> _Exercise data_
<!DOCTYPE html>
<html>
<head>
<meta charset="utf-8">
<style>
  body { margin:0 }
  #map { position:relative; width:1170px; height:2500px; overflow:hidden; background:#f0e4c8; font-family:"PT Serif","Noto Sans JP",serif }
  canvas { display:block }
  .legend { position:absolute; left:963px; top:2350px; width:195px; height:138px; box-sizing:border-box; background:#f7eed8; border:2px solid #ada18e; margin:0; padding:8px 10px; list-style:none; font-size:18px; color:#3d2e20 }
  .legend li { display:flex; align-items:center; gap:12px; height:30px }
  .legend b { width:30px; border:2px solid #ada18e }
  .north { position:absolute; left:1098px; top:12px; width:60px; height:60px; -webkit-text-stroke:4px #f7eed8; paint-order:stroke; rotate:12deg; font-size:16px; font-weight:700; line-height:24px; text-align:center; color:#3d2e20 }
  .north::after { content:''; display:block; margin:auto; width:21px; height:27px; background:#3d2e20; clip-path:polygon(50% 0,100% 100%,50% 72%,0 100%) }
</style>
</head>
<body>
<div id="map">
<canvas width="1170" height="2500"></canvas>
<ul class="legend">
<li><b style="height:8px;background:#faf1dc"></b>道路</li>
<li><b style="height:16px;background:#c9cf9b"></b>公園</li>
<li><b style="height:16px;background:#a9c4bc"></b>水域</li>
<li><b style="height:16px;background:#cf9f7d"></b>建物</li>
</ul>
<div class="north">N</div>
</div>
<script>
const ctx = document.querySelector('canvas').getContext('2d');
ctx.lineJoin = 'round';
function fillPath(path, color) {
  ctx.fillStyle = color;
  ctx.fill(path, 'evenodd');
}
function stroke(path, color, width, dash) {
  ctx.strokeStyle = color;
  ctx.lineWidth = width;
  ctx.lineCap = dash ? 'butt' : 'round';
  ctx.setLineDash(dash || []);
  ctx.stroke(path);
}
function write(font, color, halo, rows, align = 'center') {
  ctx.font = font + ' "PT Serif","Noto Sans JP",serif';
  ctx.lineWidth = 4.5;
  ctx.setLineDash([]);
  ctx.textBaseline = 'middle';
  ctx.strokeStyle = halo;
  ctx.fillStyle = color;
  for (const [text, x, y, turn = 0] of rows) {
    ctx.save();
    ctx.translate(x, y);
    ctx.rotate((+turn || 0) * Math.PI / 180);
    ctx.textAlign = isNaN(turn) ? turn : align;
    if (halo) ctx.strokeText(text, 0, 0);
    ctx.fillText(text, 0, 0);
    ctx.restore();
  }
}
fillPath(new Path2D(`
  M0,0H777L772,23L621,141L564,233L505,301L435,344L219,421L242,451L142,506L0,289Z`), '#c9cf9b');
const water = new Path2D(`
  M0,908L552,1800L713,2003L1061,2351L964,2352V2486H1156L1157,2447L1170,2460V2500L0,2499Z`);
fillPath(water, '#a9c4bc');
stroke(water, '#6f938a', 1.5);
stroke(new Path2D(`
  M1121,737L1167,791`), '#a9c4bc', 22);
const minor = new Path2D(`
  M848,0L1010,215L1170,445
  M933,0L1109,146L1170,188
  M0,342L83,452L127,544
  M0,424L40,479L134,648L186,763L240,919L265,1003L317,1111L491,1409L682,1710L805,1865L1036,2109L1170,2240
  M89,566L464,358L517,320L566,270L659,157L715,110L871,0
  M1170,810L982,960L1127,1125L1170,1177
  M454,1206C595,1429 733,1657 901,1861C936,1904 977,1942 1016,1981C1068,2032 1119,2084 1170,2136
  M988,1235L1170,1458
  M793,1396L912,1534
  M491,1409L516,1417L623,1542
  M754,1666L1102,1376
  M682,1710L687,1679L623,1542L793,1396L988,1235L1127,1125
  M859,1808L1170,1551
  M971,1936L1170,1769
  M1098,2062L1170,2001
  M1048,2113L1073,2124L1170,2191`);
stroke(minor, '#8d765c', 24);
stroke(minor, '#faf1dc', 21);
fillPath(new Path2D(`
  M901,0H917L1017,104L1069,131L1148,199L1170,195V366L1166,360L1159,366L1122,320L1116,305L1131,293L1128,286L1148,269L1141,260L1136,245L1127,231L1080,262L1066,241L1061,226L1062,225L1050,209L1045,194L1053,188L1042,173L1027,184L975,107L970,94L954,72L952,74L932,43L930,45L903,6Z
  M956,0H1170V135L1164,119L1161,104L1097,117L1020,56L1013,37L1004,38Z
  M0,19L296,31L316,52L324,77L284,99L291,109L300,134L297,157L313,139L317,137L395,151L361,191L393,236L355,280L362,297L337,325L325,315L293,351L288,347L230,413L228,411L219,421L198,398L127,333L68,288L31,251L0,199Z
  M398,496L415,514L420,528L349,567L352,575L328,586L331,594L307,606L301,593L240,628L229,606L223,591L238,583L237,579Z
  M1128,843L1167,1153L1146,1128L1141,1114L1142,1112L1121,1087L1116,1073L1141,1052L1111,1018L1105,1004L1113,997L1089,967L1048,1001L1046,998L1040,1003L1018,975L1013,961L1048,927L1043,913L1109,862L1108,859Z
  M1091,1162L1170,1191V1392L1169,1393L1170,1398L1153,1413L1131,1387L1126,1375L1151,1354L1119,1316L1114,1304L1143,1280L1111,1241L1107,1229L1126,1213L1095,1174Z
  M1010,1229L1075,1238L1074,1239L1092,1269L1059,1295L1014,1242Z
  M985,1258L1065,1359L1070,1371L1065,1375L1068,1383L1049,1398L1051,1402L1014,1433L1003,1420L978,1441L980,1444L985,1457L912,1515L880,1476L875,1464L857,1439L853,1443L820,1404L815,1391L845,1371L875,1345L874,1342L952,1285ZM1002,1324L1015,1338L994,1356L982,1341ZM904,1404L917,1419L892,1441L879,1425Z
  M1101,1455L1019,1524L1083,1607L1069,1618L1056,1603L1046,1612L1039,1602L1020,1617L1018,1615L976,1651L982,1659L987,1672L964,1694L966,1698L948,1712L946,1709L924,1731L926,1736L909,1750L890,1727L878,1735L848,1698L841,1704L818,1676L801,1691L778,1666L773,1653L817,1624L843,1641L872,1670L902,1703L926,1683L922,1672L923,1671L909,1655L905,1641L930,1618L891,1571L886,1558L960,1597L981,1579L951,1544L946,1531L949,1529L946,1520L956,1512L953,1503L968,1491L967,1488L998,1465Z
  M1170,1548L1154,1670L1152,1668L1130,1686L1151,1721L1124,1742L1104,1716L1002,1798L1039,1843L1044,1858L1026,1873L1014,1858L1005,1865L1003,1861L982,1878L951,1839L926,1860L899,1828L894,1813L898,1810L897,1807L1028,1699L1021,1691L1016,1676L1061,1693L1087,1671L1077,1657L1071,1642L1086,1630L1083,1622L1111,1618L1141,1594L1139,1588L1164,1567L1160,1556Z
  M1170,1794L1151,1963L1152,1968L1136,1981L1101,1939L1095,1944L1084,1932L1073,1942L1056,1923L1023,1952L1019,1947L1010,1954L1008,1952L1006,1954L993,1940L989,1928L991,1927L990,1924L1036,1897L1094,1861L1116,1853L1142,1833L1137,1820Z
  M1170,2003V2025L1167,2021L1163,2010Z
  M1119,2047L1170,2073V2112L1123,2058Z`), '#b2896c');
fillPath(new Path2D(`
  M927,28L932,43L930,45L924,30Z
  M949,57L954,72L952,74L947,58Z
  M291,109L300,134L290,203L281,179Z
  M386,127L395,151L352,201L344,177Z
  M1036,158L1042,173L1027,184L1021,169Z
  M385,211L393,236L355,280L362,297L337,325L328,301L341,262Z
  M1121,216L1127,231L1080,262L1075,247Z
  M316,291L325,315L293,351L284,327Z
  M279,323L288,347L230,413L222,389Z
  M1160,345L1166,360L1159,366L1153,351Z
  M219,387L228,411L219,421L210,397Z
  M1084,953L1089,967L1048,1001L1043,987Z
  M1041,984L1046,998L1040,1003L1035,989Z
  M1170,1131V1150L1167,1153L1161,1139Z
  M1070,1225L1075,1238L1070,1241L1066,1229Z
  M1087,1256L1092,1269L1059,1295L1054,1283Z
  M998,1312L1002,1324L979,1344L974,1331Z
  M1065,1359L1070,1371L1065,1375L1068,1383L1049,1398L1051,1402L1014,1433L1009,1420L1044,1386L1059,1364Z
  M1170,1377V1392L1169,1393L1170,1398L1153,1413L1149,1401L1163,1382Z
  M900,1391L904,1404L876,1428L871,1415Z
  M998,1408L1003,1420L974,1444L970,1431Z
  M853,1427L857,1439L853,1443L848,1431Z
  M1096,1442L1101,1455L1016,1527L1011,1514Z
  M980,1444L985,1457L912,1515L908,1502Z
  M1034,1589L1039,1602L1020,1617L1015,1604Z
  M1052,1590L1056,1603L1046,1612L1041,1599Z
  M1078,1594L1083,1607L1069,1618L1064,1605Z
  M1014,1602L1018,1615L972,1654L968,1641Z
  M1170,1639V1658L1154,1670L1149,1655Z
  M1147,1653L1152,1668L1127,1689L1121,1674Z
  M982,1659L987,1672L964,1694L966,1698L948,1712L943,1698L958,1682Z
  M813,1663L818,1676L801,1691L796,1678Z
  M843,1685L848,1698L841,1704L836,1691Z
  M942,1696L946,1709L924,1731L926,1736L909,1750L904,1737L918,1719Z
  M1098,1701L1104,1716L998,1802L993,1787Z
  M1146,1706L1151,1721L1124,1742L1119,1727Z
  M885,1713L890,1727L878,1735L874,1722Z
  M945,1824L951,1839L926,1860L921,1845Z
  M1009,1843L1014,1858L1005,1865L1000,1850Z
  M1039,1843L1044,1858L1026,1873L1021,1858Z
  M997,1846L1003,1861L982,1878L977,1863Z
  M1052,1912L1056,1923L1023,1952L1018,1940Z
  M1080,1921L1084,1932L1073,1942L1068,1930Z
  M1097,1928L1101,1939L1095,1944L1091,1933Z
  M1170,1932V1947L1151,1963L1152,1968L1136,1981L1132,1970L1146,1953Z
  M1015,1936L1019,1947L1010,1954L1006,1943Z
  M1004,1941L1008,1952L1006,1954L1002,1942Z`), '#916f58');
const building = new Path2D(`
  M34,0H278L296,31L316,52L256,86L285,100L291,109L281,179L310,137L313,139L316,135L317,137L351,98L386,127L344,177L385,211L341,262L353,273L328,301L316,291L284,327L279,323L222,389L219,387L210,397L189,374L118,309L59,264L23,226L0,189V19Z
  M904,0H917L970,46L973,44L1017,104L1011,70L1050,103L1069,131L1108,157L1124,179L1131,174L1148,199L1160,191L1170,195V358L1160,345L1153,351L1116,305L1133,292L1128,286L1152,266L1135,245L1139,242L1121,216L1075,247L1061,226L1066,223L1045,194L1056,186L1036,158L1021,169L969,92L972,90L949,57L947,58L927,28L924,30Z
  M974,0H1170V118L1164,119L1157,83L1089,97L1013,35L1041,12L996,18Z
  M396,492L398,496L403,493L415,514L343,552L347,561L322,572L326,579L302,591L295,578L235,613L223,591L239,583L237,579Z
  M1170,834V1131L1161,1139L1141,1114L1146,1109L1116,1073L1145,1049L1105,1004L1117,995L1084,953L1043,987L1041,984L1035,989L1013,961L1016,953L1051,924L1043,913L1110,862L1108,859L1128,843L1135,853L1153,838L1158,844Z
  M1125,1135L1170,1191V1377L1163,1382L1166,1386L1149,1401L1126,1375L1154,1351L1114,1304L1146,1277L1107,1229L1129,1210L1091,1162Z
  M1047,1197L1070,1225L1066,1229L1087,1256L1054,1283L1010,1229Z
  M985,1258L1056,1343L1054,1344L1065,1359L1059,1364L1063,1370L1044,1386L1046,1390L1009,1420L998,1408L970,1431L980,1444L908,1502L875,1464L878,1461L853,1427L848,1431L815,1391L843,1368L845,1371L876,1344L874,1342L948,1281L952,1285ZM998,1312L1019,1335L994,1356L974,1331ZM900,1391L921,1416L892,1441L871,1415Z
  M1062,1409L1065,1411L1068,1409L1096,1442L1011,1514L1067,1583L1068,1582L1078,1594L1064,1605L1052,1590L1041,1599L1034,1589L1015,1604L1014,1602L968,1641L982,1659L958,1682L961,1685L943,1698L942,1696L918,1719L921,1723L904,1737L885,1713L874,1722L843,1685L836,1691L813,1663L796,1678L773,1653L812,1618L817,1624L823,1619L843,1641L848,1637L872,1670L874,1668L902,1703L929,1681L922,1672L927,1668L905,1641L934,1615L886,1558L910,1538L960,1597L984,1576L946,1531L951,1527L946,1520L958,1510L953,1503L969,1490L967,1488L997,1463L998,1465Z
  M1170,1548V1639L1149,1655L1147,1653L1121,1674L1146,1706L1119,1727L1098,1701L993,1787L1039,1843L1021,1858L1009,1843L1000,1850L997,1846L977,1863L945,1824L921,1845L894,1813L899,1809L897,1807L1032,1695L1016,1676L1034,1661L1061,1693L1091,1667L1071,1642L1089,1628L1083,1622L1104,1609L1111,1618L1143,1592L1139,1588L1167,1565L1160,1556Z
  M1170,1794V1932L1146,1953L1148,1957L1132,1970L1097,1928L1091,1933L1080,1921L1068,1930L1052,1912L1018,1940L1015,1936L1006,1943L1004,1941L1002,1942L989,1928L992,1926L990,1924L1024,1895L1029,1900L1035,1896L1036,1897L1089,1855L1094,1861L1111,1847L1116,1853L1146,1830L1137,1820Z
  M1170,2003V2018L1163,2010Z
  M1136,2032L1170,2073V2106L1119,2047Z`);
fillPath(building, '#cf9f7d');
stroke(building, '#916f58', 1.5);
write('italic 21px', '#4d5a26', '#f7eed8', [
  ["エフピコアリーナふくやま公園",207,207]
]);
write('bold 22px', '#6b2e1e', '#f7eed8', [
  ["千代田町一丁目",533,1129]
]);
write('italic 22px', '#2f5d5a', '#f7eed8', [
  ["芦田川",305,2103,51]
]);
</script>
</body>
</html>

> _Task to complete_
For every line in the listing above that mentions the word "lineWidth", make a copy.

> _Answer space_
  ctx.lineWidth = width;
  ctx.lineWidth = 4.5;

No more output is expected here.